(Beginning of DATA)

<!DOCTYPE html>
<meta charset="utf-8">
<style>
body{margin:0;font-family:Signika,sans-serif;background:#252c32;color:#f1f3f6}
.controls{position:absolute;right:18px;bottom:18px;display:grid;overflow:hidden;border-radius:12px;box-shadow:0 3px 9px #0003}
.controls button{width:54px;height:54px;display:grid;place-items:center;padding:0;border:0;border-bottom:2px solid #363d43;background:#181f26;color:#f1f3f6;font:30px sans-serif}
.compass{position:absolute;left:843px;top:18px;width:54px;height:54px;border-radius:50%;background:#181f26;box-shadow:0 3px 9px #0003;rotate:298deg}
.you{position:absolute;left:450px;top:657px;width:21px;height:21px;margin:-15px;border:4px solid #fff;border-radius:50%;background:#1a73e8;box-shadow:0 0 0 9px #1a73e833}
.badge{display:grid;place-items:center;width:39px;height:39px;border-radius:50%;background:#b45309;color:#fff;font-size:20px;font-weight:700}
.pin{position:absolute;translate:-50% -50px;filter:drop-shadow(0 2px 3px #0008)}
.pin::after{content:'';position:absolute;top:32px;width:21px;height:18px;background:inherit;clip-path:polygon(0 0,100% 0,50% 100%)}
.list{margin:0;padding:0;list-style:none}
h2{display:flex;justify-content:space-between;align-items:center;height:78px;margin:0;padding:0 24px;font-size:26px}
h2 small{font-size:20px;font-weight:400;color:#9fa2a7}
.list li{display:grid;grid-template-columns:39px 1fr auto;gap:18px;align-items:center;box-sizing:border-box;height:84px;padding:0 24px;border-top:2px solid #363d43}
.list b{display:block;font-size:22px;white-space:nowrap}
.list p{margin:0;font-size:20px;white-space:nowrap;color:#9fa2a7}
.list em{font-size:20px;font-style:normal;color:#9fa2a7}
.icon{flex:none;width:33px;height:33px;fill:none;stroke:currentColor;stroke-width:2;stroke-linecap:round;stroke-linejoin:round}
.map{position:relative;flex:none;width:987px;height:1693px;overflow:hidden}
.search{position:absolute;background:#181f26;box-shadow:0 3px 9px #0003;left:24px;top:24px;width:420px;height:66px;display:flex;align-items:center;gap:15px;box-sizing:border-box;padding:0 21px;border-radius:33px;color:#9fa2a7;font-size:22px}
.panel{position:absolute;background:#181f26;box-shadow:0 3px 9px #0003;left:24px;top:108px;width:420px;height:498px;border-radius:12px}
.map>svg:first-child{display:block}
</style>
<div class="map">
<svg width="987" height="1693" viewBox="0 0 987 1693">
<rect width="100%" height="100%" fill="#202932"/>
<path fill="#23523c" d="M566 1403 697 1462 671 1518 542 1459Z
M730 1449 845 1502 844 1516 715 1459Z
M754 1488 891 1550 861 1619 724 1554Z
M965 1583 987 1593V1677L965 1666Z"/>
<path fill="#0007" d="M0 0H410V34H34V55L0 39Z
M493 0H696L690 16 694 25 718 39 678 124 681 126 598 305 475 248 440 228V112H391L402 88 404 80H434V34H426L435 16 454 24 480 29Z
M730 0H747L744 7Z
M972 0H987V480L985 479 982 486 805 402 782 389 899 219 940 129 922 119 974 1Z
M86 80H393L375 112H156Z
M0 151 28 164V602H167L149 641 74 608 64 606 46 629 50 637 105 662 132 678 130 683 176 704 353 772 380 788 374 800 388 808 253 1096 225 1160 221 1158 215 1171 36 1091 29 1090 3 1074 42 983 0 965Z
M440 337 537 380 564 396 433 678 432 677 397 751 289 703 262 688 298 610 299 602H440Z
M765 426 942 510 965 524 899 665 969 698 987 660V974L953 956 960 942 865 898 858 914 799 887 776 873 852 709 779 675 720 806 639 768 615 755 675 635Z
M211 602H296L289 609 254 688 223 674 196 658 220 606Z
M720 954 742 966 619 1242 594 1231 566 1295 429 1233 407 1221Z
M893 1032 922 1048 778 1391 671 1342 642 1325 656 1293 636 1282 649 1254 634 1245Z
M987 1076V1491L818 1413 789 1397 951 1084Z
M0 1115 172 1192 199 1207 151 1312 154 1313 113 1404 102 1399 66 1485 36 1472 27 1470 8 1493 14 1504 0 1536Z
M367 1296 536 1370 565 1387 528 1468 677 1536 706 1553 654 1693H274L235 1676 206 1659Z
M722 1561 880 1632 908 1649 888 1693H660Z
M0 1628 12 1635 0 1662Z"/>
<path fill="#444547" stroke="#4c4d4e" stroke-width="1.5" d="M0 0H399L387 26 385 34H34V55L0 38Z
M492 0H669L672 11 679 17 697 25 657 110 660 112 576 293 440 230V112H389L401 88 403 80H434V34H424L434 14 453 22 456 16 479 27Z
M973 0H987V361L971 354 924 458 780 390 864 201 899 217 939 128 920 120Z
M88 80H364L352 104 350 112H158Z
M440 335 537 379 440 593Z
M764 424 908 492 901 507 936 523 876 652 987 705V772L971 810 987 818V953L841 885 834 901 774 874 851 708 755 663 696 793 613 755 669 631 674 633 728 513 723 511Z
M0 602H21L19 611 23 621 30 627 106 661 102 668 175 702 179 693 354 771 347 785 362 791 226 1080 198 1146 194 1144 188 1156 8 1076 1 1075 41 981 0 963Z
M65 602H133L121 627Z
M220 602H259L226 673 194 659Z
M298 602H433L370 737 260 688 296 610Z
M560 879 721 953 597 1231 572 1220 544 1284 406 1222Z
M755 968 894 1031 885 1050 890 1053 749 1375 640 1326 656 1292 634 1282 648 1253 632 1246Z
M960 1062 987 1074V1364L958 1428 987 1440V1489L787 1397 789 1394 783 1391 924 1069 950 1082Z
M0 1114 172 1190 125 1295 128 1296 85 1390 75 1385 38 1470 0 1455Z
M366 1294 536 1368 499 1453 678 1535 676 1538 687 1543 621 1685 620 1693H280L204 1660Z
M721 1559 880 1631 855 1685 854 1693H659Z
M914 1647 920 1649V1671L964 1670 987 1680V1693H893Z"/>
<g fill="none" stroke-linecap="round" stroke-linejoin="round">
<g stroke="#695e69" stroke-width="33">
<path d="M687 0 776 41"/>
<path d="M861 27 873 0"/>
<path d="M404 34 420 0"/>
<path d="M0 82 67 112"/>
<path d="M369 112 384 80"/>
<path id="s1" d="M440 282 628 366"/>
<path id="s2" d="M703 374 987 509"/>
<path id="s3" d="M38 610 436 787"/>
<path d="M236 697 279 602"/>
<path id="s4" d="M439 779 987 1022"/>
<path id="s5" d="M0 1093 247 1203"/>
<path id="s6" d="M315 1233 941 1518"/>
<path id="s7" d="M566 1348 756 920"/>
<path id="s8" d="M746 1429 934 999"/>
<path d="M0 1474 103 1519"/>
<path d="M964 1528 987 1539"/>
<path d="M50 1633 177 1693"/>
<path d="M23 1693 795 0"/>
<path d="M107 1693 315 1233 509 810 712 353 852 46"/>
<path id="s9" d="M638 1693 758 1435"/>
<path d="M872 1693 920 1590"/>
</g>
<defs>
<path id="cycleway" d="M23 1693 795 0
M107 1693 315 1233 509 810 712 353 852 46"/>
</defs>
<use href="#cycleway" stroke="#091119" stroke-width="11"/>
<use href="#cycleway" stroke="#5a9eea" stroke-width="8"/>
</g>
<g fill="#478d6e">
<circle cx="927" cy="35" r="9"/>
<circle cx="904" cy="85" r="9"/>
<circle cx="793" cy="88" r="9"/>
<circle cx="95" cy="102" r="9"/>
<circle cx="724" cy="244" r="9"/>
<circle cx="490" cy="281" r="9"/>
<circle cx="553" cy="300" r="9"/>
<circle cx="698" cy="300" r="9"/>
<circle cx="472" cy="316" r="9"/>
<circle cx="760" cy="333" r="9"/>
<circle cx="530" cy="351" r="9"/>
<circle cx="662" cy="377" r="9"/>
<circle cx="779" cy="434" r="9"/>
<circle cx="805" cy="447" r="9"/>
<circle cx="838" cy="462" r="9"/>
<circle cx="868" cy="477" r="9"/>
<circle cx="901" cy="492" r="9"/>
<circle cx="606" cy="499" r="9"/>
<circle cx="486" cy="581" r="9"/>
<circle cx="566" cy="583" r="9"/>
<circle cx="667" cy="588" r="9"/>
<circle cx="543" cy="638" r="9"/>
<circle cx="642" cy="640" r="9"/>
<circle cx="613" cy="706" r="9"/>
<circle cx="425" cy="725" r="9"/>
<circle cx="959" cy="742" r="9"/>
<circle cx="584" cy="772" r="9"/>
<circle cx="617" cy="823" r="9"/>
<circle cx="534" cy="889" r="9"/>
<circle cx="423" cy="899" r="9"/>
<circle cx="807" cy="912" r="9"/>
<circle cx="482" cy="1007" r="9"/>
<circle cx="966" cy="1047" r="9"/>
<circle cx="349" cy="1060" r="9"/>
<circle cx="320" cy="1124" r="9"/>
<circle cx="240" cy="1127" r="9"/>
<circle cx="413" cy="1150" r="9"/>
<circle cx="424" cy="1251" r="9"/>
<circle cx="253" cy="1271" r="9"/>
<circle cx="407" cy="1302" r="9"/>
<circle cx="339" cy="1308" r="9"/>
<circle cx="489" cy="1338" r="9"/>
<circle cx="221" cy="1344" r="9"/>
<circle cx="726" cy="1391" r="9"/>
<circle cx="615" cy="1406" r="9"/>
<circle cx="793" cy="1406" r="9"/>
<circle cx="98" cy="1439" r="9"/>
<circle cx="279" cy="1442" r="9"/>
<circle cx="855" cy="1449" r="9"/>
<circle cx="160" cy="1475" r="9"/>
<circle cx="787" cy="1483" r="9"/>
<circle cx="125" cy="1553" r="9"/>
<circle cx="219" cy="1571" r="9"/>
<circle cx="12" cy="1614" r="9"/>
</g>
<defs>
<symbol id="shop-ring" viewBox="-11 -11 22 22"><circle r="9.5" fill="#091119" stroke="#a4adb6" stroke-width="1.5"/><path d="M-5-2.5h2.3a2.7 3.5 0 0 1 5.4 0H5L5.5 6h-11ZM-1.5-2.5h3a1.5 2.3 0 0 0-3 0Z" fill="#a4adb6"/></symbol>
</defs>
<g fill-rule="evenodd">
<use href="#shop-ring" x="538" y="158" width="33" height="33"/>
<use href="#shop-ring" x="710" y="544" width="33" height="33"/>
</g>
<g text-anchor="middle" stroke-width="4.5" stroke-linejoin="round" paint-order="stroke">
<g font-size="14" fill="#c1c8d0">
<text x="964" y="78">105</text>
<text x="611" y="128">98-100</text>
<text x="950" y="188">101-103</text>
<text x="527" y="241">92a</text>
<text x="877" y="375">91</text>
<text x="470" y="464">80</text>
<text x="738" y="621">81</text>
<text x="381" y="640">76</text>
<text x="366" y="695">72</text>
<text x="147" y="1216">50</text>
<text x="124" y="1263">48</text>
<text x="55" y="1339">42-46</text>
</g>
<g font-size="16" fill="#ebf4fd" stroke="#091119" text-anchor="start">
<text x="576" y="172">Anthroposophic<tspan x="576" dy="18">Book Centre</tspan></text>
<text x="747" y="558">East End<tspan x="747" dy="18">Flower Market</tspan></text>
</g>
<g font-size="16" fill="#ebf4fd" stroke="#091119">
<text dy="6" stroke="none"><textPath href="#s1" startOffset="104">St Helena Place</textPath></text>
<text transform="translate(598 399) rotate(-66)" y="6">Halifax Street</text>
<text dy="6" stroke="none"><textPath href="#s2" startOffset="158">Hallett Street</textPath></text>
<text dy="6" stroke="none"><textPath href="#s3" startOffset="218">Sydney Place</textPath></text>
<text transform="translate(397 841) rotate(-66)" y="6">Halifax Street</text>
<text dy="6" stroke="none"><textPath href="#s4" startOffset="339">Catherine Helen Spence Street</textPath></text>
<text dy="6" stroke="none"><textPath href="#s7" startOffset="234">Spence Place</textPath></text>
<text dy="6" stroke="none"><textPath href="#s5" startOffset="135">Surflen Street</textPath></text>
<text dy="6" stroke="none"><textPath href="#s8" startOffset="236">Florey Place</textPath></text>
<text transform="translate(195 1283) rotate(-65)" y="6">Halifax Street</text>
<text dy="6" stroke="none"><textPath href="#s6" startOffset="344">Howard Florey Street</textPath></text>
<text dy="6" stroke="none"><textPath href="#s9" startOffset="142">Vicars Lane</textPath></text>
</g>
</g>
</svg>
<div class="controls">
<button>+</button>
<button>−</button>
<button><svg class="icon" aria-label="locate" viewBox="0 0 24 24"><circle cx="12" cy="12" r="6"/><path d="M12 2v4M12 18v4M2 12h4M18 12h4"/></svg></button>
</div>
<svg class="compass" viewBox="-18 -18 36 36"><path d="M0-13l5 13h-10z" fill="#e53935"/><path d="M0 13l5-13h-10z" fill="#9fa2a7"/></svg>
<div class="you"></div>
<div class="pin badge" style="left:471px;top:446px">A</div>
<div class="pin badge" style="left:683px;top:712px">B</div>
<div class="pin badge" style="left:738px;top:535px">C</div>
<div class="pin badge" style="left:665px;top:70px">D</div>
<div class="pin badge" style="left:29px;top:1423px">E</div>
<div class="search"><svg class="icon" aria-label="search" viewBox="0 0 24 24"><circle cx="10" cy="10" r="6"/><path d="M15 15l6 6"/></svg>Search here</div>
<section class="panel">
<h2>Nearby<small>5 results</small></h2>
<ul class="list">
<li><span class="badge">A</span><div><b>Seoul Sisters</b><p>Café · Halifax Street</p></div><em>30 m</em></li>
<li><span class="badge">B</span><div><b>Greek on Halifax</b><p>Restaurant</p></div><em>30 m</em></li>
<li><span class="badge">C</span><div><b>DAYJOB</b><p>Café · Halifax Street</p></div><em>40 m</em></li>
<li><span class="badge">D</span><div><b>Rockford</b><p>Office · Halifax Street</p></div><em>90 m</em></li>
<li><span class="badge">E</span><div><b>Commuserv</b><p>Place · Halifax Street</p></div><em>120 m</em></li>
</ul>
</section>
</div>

(End of DATA)

▶ [PROBLEM STATEMENT]: Say how many lines of the entries hold the string "solid". Nothing but the number should be given.

▶ [ANSWER TO THE PROBLEM]: 3